PROCEDURE FirstPrompt(sc: T);
Reset the first prompt (see SetPrompt).
 === Keywords === 

PROCEDURE NewKeywordSet(): KeywordSet;
Create a new keywordSet.

PROCEDURE CopyKeywordSet(keywordSet: KeywordSet): KeywordSet;
Create a copy of keywordSet.

PROCEDURE GetKeywordSet(sc: T): KeywordSet;
Get the current keyword set (initially an empty one).

PROCEDURE UseKeywordSet(sc: T; keywordSet: KeywordSet);
From now on, use this keywordSet for scanning.

PROCEDURE BeKeyword(ide: TEXT; keywordSet: KeywordSet): Keyword;
From now on, the name ide is a keyword member of keywordSet. The (new or existing) keyword is returned.

PROCEDURE GetKeyword(ide: TEXT; keywordSet: KeywordSet): Keyword;
Returns the keyword of name ide from keywordSet, or NIL if it does not exist.

PROCEDURE GetKeywordName(key : Keyword): TEXT;
Returns the name of a keyword.
 === Token primitives === 

All the Get and Have procedures below eat a token if succesful, and leave it (buffered) in the input stream if unsuccesful.

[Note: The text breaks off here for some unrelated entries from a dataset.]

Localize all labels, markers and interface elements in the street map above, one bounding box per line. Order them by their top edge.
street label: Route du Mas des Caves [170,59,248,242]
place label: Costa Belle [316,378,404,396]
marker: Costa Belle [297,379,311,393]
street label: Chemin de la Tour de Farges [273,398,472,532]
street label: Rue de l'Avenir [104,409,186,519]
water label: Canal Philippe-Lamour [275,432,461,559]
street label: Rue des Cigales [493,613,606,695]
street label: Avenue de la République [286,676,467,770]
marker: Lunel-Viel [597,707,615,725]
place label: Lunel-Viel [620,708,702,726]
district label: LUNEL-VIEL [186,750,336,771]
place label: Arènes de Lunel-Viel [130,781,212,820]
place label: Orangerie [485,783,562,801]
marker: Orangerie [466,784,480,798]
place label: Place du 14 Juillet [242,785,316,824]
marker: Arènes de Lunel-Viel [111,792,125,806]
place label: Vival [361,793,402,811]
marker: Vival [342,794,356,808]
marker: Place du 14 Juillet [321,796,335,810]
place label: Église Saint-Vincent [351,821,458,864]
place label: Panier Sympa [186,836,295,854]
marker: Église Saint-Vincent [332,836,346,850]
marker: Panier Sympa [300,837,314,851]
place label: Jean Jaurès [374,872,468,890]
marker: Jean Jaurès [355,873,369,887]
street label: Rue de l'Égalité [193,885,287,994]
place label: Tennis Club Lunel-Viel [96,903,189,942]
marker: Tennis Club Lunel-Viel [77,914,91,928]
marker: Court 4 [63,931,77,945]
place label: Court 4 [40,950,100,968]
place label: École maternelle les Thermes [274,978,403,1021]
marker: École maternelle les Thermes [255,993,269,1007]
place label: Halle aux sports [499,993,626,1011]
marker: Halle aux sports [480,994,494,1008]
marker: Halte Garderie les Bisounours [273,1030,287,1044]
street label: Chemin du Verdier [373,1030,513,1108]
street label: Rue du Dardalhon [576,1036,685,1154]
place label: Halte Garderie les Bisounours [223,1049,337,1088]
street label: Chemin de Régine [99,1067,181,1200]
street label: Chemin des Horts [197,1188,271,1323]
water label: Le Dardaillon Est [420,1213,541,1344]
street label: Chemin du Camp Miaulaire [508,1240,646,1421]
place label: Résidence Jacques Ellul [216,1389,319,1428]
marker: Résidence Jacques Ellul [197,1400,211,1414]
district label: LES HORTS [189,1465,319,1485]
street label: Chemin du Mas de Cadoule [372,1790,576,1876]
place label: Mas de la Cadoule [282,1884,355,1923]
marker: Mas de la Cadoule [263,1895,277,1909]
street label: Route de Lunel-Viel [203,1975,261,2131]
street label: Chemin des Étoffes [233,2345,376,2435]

PROCEDURE IsDelimiter(sc: T; char: CHAR): BOOLEAN;
Whether char is a legal Delimiter token.

PROCEDURE IsIdentifier(sc: T; string: TEXT): BOOLEAN;
Whether string is a legal Identifier (Name or Keyword) token

PROCEDURE GetTokenChar(sc: T; VAR (*out*) char: CHAR): BOOLEAN RAISES {NoReader, Fail};
Returns the value of the next (char) token (or FALSE)

PROCEDURE GetTokenNat(sc: T; VAR (*out*) nat: CARDINAL): BOOLEAN RAISES {NoReader, Fail};
Returns the value of the next (natural) token (or FALSE)

PROCEDURE GetTokenInt(sc: T; VAR (*out*) int: INTEGER): BOOLEAN RAISES {NoReader, Fail};
Returns the value of the next (integer) token (or FALSE)

PROCEDURE GetTokenReal(sc: T; VAR (*ou*) real: LONGREAL): BOOLEAN RAISES {NoReader, Fail};
Returns the value of the next (real) token (or FALSE)

PROCEDURE GetTokenString(sc: T; VAR (*out*) string: TEXT): BOOLEAN RAISES {NoReader, Fail};
Returns the value of the next (string) token (or FALSE)

PROCEDURE GetTokenIde(sc: T; VAR (*ou*) ide: TEXT): BOOLEAN RAISES {NoReader, Fail};
Returns the value of the next non-keyword identifier (or FALSE). If two calls to GetTokenIde return two texts that are Text.Equal, then they are also =.

PROCEDURE GetTokenName(sc: T; VAR (*ou*) text: TEXT): BOOLEAN RAISES {NoReader, Fail};
Returns the value of the next keyword or non-keyword identifier (or FALSE). If two calls to GetTokenName return two texts that are Text.Equal, then they are also =.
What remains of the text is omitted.